CHARIOTED, pp. Borne in a chariot.

CHARIOTEER, n. The person who drives or conducts a chariot. It is used in speaking of military chariots and those in the ancient games, but not of modern drivers.

CHARIOT-MAN, n. The driver of a chariot. 2 Chronicles 18:33.

CHARIOT-RACE, n. A race with chariots; a sport in which chariots were driven in contest for a prize.

CHARITABLE, a.

1. Benevolent and kind; as a charitable disposition.

2. Liberal in benefactions to the poor, and in relieving them in distress; as a charitable man.

3. Pertaining to charity; springing from charity, or intended for charity; benevolent; as a charitable institution, or society; a charitable purpose.

4. Formed on charitable principles; favorable; dictated by kindness; as a charitable construction of words or actions.

CHARITABLENESS, n.

1. The disposition to be charitable; or the exercise of charity.

2. Liberality to the poor.

CHARITABLY, adv. Kindly; liberally; benevolently; with a disposition to help the poor; favorably.

CHARITY, n.

1. In a general sense, love, benevolence, good will; that disposition of heart which inclines men to think favorably of their fellow men to think favorably of their fellow men, and to do them good. In a theological sense, it includes supreme love to God, and universal good will to men. 1 Corinthians 8:1; Colossians 3:14; 1 Timothy 1:5.

2. In a more particular sense, love, kindness, affection, tenderness, springing from natural relations; as the charities of father, son and brother.

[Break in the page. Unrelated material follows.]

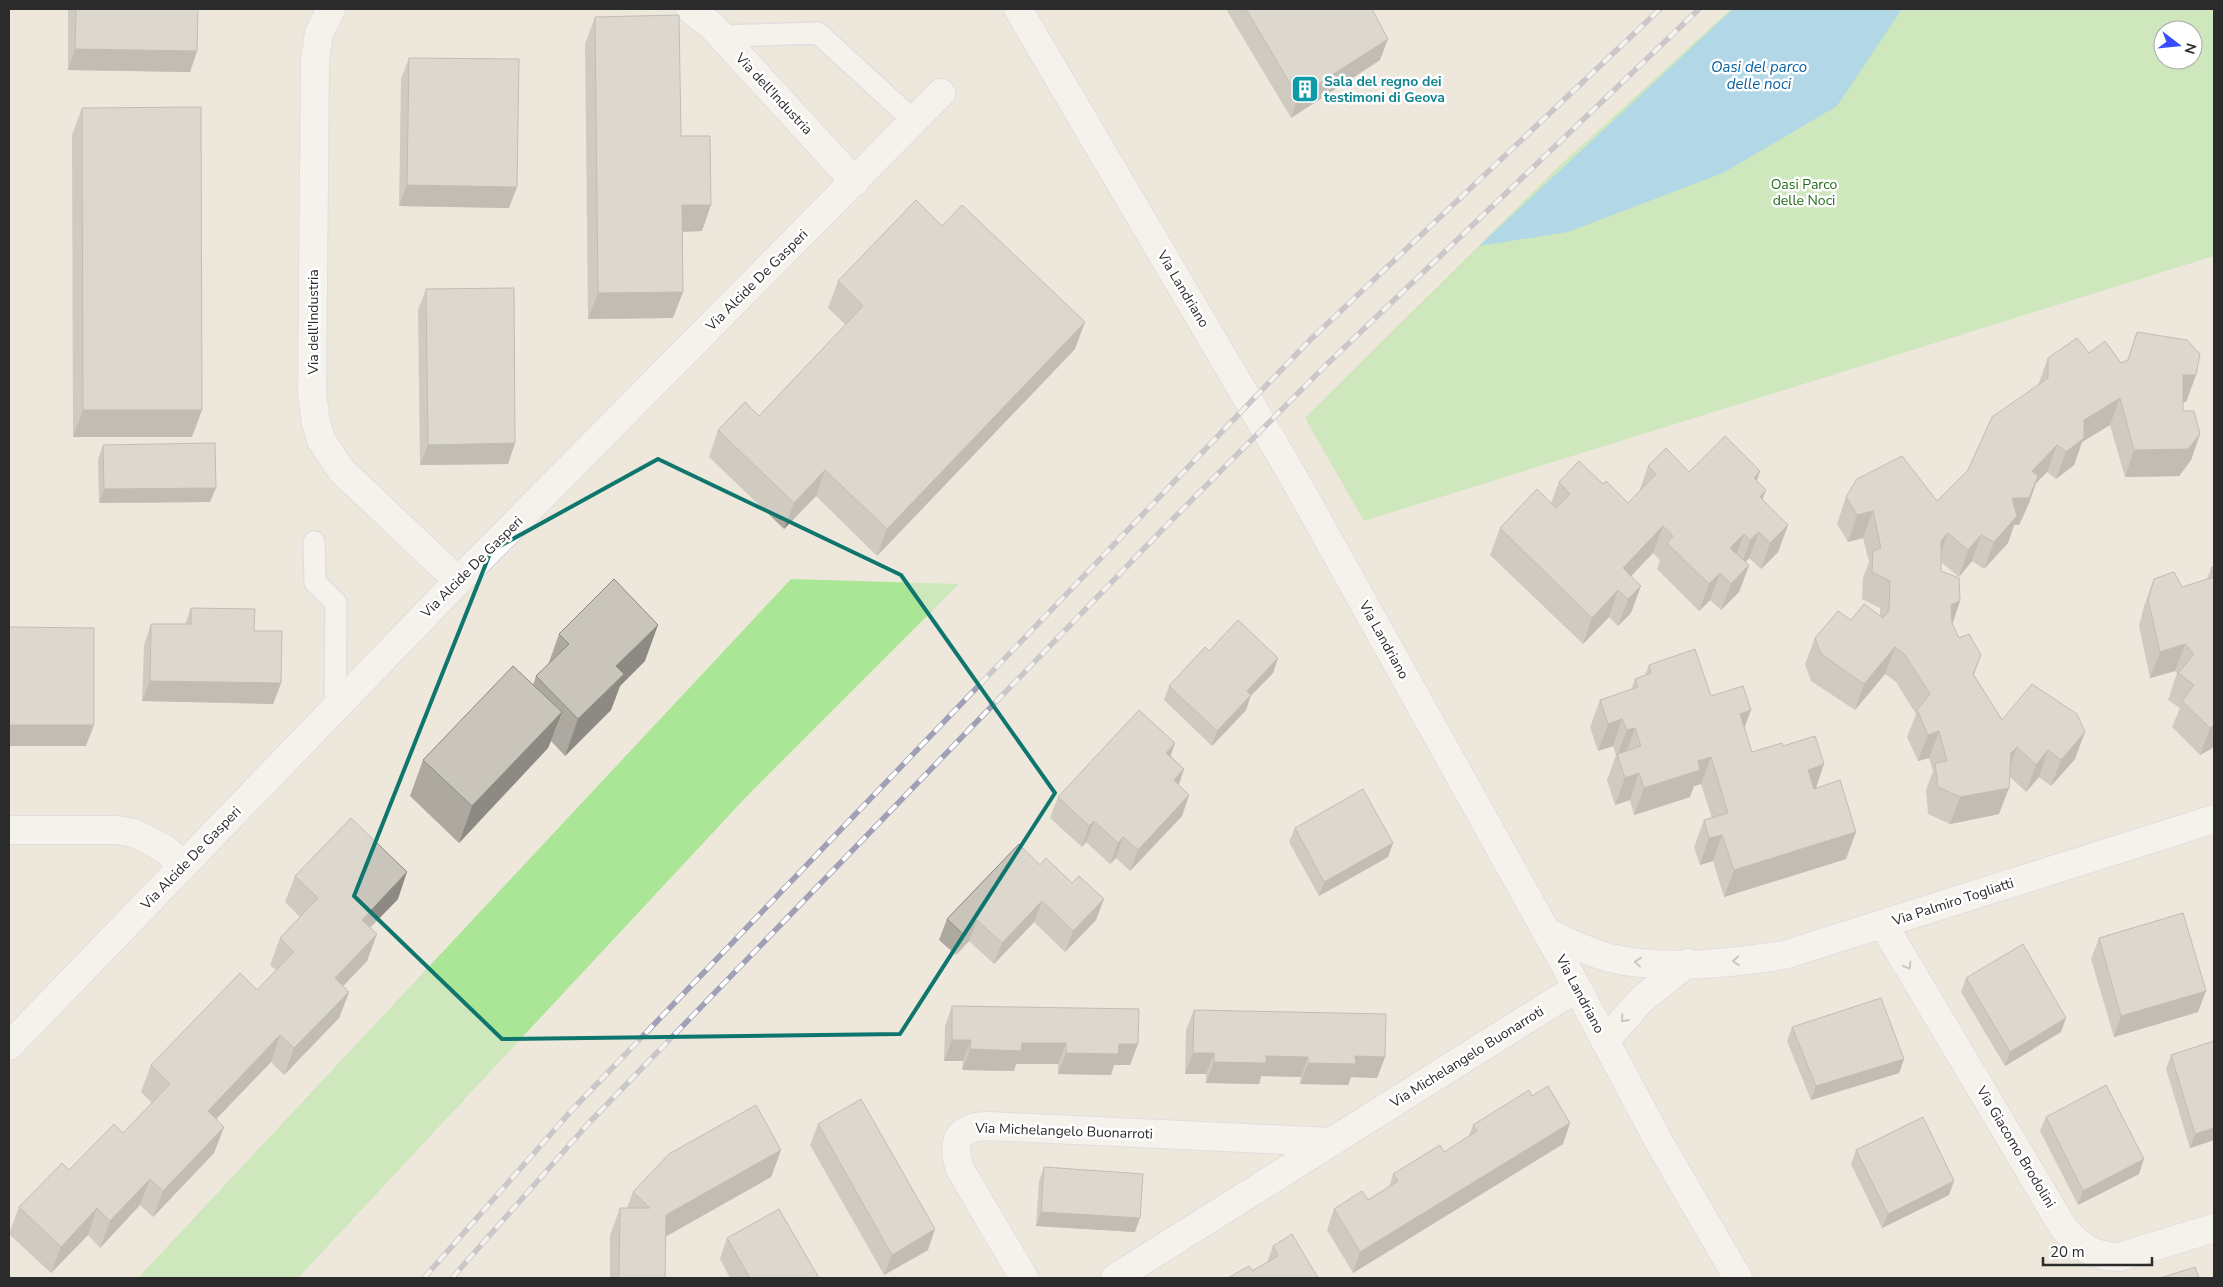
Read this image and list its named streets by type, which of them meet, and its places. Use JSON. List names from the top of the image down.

3. Liberality to the poor, consisting in almsgiving or benefactions, or in gratuitous services to relieve them in distress.

4. Alms; whatever is bestowed gratuitously on the poor for their relief.

5. Liberality in gifts and services to promote public objects of utility, as to found and support bible societies, missionary societies, and others.

6. Candor; liberality in judging of men and their actions; a disposition which inclines men to think and judge favorably, and to put the best construction on words and actions which the case will admit. The highest exercise of charity, is charity towards the uncharitable.

7. Any act of kindness, or benevolence; as the charities of life.

8. A charitable institution. Charity-school, is a school maintained by voluntary contributions for educating poor children.

CHARK, v.t. To burn to a coal; to char.

CHARLATAN, n. One who prates much in his own favor, and makes unwarrantable pretensions to skill; a quack; an empiric; a mountebank.

CHARLATANICAL, a. Quackish; making undue pretensions to skill; ignorant.

CHARLATANRY, n. Undue pretensions to skill; quackery; wheedling; deception by fair words.

CHARLES’S-WAIN, n. In astronomy, seven stars in the constellation called Ursa Major, or the Great Bear.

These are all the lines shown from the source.